It’s getting very close, I think I’m on fourth revision, so you never know. The great Bob Dylan said “If it comes, it comes, if it don’t, it don’t” *laughs* and that’s basically the truth.

You know I have to ask, when will we finally get to see you tour here?!
Oh dude, I’d do it for free, I’d love to tour Australia, I had something booked and then something came up, I got a movie that came up, but it’s just none of the promoters there, I’ve never played there solo, I did that Countdown thing but it was like ten minutes on stage, it wasn’t what my live show is all about. Promoters don’t know what I’m worth there number wise so it’s kind of been hard to get someone to stand up and say “I’ll take the chance on this guy”. So it’s a long way and I certainly wouldn’t do it for the money, it’s my home and I’d love to tour there and I have an amazing band, I’ve got the best band I’ve ever played with, it will freak people out when they see this band. I mean it’s just making it work. Time is marching on, let’s make it happen.

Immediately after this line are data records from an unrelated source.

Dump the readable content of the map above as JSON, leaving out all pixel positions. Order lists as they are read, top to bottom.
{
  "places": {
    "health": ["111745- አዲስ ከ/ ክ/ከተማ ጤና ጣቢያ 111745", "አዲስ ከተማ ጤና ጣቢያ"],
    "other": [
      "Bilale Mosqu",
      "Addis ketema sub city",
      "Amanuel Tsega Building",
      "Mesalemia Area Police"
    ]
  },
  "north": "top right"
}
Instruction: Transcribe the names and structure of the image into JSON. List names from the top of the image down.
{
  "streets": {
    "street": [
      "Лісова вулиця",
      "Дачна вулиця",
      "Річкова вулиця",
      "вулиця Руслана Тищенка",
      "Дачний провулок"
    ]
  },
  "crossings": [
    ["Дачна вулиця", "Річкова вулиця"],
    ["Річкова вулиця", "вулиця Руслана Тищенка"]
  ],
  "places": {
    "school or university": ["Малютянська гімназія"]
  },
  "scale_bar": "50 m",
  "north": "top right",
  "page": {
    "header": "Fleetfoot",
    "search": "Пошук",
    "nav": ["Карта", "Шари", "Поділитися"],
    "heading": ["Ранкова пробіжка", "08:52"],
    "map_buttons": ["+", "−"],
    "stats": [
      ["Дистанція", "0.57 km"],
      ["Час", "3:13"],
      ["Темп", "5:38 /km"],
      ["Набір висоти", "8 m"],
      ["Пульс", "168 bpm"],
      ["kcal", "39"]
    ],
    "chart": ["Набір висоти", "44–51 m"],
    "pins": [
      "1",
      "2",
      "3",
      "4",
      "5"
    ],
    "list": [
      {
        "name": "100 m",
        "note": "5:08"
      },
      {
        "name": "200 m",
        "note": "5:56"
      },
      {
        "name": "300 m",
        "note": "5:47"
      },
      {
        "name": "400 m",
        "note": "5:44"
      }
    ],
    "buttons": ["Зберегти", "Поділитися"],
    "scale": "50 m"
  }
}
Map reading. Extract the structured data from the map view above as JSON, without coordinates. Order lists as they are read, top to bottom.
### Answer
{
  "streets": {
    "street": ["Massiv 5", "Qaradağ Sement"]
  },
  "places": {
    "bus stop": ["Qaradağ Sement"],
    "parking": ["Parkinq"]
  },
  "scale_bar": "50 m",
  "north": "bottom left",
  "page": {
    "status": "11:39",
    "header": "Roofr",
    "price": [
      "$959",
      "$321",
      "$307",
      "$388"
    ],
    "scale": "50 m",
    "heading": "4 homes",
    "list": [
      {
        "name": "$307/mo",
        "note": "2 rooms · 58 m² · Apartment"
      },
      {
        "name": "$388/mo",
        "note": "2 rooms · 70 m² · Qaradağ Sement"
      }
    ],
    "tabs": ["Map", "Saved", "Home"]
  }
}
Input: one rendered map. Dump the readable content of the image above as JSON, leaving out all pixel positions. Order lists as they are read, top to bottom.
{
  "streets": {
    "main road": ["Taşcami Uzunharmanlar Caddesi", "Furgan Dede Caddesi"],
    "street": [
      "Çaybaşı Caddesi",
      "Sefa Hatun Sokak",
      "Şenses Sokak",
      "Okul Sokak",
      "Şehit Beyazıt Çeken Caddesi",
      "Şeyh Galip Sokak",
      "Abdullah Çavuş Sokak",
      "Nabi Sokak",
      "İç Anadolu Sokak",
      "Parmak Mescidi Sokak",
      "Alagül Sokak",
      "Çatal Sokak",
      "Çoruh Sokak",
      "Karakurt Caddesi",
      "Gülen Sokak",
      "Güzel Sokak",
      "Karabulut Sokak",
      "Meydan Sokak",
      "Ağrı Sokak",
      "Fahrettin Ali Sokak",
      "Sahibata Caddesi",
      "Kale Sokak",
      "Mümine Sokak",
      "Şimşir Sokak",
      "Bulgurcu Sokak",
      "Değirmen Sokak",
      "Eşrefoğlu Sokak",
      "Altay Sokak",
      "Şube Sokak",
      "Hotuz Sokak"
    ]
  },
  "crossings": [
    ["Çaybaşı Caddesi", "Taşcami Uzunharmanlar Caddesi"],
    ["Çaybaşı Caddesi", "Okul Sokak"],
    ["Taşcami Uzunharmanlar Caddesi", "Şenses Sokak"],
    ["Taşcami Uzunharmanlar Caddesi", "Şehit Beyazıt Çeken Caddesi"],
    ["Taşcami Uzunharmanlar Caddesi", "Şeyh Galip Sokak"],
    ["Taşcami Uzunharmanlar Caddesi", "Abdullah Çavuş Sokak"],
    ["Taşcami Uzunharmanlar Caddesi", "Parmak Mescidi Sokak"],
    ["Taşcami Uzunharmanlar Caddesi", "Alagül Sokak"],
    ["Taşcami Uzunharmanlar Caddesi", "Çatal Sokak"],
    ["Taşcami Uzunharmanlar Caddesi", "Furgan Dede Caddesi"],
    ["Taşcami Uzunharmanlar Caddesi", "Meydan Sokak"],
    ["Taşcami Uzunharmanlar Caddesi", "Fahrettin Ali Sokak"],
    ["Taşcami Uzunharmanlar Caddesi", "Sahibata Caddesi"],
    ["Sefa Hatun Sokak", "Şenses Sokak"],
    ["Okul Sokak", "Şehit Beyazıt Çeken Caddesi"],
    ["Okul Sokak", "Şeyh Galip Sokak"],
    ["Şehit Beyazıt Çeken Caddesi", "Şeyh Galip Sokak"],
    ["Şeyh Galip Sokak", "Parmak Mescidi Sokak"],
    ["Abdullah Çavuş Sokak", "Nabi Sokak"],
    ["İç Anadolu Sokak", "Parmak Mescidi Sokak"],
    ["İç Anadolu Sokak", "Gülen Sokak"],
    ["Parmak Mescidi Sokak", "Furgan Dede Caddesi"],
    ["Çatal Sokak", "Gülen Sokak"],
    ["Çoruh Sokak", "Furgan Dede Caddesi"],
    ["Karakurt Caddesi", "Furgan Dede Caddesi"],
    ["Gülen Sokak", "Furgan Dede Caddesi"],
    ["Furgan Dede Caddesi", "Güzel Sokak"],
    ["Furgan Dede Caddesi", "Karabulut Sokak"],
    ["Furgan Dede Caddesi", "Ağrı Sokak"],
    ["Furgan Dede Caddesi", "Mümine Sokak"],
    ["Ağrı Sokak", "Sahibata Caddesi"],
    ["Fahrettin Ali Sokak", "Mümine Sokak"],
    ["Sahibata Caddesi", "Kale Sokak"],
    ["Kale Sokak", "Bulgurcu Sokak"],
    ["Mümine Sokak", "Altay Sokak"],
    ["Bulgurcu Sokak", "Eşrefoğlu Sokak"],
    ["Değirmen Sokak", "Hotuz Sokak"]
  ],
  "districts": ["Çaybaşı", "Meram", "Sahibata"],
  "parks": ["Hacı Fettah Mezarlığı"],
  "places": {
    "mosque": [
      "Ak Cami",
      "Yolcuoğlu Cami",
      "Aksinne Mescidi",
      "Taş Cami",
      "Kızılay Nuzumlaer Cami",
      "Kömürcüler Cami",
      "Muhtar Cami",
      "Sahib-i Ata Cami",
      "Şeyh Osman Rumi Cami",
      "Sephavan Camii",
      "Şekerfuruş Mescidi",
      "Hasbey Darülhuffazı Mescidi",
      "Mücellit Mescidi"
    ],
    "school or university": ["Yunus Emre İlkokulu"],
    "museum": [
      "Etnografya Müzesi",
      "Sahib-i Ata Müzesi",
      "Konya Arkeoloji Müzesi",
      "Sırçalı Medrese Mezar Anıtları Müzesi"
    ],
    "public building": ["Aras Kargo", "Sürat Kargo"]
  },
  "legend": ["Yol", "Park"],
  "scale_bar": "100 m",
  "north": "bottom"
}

You’ve been in the business a long time, and over time obviously things change but what would you say is the one thing that’s stayed the same in your time making music?
The love of it. I always say to everybody I play for free but I charge to travel, I love it, I love playing and the ninety minutes or two hours on stage it makes the ten hour flight to Boise, Idaho worth it *laughs* and I love it, I love playing live and I will do it until I can’t.

Lastly let’s look ahead to the future, finish this sentence for me, in 2019 Rick Springfield will…
Wow… not be in prison *laughs* have his new novel out and be on a TV series, I want to get a TV series over here so I can be close, I want to be home more but there’s the perfect thing for me would be a TV series here and when on hiatus go on the road and then write in between all that.

And hopefully some new music along the way
Oh I’ll always write music.

 

Essential Information

From: Australia

Zoot Band Members: Darryl Cotton – lead vocals, Beeb Birtles – bass/vocals, Rick Brewer – drums/percussion, Rick Springfield – guitar/vocals.

Website: http://www.rickspringfield.com and http://www.zootband.com.au

Latest Releases: Zoot – Archaeology (Out Now – EMI Music Australia)

 

 

Rick Springfield – The Snake King (Out Now – Frontiers Music)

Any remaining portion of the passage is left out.